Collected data
=== Begin Enclosure ===

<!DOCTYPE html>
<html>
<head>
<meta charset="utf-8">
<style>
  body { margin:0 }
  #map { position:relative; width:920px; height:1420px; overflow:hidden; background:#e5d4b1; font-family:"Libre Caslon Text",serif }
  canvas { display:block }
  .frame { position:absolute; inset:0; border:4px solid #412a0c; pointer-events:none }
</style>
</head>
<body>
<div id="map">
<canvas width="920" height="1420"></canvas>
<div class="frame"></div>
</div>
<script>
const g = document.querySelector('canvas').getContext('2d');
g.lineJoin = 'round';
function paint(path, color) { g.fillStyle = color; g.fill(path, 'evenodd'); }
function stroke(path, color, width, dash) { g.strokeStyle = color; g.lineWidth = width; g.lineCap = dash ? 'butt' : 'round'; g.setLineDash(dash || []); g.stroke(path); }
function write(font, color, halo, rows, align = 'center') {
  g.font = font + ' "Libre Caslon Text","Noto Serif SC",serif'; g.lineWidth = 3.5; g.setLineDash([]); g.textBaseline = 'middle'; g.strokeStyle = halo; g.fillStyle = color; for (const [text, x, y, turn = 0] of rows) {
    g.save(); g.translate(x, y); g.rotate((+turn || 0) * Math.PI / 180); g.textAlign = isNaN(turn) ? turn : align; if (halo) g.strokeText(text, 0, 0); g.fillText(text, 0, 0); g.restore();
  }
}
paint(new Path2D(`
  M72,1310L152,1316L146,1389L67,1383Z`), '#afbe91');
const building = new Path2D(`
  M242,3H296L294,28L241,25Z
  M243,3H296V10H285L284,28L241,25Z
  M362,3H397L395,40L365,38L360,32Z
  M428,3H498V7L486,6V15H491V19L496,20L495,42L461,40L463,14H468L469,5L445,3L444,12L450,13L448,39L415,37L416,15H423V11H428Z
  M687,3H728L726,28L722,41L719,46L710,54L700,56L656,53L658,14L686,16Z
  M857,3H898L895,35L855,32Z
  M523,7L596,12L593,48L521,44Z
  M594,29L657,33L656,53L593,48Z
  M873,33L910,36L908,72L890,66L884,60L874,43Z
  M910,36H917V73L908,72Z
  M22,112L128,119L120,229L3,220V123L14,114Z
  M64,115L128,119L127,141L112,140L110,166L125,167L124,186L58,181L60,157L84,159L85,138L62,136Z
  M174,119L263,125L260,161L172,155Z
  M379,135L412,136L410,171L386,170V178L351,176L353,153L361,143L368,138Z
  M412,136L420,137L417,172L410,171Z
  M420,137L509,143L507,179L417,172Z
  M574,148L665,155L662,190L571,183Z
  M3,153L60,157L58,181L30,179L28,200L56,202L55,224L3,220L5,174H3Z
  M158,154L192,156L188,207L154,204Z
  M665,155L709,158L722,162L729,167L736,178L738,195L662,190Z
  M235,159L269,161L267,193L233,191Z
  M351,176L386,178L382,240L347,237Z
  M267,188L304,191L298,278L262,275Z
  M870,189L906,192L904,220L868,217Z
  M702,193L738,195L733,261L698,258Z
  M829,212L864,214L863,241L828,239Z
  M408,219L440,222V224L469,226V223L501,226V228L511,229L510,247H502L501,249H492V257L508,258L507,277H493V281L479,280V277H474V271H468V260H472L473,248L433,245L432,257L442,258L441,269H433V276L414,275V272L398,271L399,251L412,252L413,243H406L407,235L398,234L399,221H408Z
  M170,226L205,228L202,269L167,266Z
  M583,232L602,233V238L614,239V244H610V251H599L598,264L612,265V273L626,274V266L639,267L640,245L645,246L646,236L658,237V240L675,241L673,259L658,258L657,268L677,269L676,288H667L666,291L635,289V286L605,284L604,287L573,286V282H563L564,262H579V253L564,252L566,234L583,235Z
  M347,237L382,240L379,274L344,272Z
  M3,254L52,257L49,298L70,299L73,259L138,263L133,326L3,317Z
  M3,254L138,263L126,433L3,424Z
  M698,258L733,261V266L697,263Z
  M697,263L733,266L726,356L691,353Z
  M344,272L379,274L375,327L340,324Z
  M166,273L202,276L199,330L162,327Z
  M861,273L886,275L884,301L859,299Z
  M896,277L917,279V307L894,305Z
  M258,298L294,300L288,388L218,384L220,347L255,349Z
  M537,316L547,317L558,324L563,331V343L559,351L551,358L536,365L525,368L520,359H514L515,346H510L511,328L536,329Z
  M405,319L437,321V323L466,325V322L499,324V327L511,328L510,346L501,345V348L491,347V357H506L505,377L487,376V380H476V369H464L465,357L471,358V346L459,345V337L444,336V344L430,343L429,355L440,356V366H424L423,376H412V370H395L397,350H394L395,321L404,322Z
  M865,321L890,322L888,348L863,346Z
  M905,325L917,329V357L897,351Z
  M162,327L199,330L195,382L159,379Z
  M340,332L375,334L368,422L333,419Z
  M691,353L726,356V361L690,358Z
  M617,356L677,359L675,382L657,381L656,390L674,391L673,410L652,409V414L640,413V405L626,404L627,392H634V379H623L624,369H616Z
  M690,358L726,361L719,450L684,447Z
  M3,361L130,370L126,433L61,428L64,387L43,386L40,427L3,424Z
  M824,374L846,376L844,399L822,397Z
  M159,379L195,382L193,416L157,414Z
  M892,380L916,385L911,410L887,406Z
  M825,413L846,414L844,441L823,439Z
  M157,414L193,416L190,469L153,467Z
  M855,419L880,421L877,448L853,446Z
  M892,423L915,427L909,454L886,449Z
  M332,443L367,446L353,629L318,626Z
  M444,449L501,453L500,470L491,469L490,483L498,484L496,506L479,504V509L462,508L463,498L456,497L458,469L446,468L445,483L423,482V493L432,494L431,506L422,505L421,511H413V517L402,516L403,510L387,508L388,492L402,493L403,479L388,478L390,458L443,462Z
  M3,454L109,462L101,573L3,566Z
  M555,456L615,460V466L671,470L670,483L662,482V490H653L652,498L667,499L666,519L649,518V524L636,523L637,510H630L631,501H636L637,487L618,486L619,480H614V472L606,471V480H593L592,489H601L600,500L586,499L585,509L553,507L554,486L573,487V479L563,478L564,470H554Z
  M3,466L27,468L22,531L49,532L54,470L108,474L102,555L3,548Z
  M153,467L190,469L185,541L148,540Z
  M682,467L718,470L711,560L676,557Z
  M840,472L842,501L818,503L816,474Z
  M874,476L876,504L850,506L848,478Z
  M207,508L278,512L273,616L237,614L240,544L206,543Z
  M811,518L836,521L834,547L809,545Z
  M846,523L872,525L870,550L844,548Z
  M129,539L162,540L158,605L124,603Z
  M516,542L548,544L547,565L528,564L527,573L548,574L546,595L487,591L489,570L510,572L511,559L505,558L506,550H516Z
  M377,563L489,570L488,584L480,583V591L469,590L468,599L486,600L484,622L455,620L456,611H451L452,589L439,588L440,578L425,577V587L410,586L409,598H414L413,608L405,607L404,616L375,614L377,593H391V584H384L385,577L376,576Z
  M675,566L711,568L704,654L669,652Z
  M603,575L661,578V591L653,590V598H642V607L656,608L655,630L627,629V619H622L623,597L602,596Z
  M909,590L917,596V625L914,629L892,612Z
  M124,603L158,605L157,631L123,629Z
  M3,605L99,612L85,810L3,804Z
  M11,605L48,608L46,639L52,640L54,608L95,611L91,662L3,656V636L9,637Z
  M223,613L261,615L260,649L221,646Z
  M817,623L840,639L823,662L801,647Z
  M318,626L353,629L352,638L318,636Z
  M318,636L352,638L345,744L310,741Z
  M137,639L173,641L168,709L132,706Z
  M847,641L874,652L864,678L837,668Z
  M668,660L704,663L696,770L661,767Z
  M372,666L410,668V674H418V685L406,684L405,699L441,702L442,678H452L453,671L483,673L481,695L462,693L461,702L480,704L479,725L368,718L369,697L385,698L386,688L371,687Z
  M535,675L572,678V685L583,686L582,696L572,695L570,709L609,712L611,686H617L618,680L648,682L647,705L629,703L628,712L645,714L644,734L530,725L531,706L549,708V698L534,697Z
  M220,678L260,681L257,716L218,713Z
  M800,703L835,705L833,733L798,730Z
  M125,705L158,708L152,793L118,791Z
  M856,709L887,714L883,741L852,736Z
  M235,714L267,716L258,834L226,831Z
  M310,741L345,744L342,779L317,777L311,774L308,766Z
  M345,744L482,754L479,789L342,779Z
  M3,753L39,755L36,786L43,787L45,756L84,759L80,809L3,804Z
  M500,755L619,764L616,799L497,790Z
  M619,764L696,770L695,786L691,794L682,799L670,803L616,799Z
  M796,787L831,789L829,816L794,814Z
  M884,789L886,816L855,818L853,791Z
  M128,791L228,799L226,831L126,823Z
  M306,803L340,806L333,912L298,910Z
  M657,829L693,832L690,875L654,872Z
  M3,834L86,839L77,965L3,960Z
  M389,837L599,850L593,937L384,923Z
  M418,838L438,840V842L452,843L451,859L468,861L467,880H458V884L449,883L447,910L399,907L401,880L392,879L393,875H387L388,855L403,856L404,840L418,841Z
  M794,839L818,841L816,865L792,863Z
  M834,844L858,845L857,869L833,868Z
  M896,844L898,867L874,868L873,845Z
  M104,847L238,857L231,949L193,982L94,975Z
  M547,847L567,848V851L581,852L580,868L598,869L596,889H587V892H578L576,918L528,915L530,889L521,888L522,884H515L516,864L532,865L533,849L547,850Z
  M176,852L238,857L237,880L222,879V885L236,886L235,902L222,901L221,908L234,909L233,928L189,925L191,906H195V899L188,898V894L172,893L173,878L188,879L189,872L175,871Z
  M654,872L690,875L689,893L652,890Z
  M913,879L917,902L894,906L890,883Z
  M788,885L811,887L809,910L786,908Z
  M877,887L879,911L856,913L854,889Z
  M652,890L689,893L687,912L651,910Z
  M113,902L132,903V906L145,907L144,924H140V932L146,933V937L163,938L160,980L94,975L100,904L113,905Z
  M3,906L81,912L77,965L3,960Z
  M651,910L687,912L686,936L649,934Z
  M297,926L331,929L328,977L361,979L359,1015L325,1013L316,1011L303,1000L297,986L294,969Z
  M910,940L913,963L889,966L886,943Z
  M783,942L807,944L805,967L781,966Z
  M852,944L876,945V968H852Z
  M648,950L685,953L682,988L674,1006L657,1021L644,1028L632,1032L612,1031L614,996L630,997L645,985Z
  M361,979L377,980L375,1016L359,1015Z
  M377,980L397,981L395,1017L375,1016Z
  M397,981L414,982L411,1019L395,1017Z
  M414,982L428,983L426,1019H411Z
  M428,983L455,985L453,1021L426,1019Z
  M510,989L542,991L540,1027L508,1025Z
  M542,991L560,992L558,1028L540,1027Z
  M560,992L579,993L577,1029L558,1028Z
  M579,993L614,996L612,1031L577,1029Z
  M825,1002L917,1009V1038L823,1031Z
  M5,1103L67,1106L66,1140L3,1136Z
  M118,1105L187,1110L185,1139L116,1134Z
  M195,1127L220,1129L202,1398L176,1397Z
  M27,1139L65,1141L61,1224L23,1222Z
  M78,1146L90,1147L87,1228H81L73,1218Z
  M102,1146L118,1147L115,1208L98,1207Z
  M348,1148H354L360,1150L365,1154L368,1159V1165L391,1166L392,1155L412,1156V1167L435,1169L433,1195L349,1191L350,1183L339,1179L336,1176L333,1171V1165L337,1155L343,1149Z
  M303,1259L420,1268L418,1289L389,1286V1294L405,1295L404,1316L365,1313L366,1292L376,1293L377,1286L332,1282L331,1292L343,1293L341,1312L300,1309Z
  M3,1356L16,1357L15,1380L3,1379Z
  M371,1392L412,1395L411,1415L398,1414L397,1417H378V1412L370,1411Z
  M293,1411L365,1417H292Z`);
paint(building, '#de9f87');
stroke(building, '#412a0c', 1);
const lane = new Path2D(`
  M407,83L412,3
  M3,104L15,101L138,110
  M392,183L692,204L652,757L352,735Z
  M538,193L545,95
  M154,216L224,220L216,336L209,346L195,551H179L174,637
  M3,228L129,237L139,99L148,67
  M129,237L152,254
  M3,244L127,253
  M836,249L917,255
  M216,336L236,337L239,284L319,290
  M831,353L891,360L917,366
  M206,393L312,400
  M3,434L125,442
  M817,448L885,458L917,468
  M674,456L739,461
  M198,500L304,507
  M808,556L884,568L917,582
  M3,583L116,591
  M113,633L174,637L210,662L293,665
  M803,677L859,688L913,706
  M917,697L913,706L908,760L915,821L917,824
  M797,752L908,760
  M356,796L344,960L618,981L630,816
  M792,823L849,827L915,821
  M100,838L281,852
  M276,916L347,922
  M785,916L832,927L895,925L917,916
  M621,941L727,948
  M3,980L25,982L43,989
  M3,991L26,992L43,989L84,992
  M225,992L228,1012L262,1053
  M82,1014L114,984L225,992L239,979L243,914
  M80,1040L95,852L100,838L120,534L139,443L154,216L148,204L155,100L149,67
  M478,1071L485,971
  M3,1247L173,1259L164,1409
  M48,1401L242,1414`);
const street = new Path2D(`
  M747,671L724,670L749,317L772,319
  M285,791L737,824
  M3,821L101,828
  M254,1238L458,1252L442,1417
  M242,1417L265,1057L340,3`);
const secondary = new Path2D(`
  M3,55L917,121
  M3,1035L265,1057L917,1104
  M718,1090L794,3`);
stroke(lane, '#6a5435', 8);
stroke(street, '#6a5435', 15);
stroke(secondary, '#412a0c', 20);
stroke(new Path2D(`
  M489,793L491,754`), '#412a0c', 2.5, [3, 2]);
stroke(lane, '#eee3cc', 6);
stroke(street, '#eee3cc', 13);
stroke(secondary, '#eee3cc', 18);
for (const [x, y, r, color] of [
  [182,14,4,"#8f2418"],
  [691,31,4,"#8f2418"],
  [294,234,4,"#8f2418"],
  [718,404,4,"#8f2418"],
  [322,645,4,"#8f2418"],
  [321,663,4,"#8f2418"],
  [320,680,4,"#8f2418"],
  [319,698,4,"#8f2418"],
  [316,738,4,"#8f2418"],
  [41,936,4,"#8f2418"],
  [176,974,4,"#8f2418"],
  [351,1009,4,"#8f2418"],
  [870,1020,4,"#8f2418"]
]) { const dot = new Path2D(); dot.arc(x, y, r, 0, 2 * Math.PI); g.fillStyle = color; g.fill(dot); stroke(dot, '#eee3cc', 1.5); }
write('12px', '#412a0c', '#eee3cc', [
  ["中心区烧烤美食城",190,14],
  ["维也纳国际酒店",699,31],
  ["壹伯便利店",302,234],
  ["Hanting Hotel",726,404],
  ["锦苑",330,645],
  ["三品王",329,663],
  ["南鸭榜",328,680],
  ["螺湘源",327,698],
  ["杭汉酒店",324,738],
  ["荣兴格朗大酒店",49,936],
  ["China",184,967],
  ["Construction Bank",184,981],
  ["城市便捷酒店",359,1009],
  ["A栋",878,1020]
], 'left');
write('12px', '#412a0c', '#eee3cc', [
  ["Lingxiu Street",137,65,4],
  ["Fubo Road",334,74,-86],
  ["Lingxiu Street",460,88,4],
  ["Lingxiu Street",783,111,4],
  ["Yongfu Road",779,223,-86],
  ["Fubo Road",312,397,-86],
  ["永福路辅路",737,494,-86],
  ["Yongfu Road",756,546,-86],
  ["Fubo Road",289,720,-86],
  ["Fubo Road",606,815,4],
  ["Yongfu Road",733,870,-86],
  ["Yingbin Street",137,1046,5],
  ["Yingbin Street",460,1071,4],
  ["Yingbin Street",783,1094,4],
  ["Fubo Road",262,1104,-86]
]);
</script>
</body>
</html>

=== End Enclosure ===

▶ **TASK DESCRIPTION**: Your response should hold the lines from the first line of the entries above through the line with "M910,36H917V73L908,72Z", each retyped exactly, and nothing else.

▶ **SOLUTION**:
<!DOCTYPE html>
<html>
<head>
<meta charset="utf-8">
<style>
  body { margin:0 }
  #map { position:relative; width:920px; height:1420px; overflow:hidden; background:#e5d4b1; font-family:"Libre Caslon Text",serif }
  canvas { display:block }
  .frame { position:absolute; inset:0; border:4px solid #412a0c; pointer-events:none }
</style>
</head>
<body>
<div id="map">
<canvas width="920" height="1420"></canvas>
<div class="frame"></div>
</div>
<script>
const g = document.querySelector('canvas').getContext('2d');
g.lineJoin = 'round';
function paint(path, color) { g.fillStyle = color; g.fill(path, 'evenodd'); }
function stroke(path, color, width, dash) { g.strokeStyle = color; g.lineWidth = width; g.lineCap = dash ? 'butt' : 'round'; g.setLineDash(dash || []); g.stroke(path); }
function write(font, color, halo, rows, align = 'center') {
  g.font = font + ' "Libre Caslon Text","Noto Serif SC",serif'; g.lineWidth = 3.5; g.setLineDash([]); g.textBaseline = 'middle'; g.strokeStyle = halo; g.fillStyle = color; for (const [text, x, y, turn = 0] of rows) {
    g.save(); g.translate(x, y); g.rotate((+turn || 0) * Math.PI / 180); g.textAlign = isNaN(turn) ? turn : align; if (halo) g.strokeText(text, 0, 0); g.fillText(text, 0, 0); g.restore();
  }
}
paint(new Path2D(`
  M72,1310L152,1316L146,1389L67,1383Z`), '#afbe91');
const building = new Path2D(`
  M242,3H296L294,28L241,25Z
  M243,3H296V10H285L284,28L241,25Z
  M362,3H397L395,40L365,38L360,32Z
  M428,3H498V7L486,6V15H491V19L496,20L495,42L461,40L463,14H468L469,5L445,3L444,12L450,13L448,39L415,37L416,15H423V11H428Z
  M687,3H728L726,28L722,41L719,46L710,54L700,56L656,53L658,14L686,16Z
  M857,3H898L895,35L855,32Z
  M523,7L596,12L593,48L521,44Z
  M594,29L657,33L656,53L593,48Z
  M873,33L910,36L908,72L890,66L884,60L874,43Z
  M910,36H917V73L908,72Z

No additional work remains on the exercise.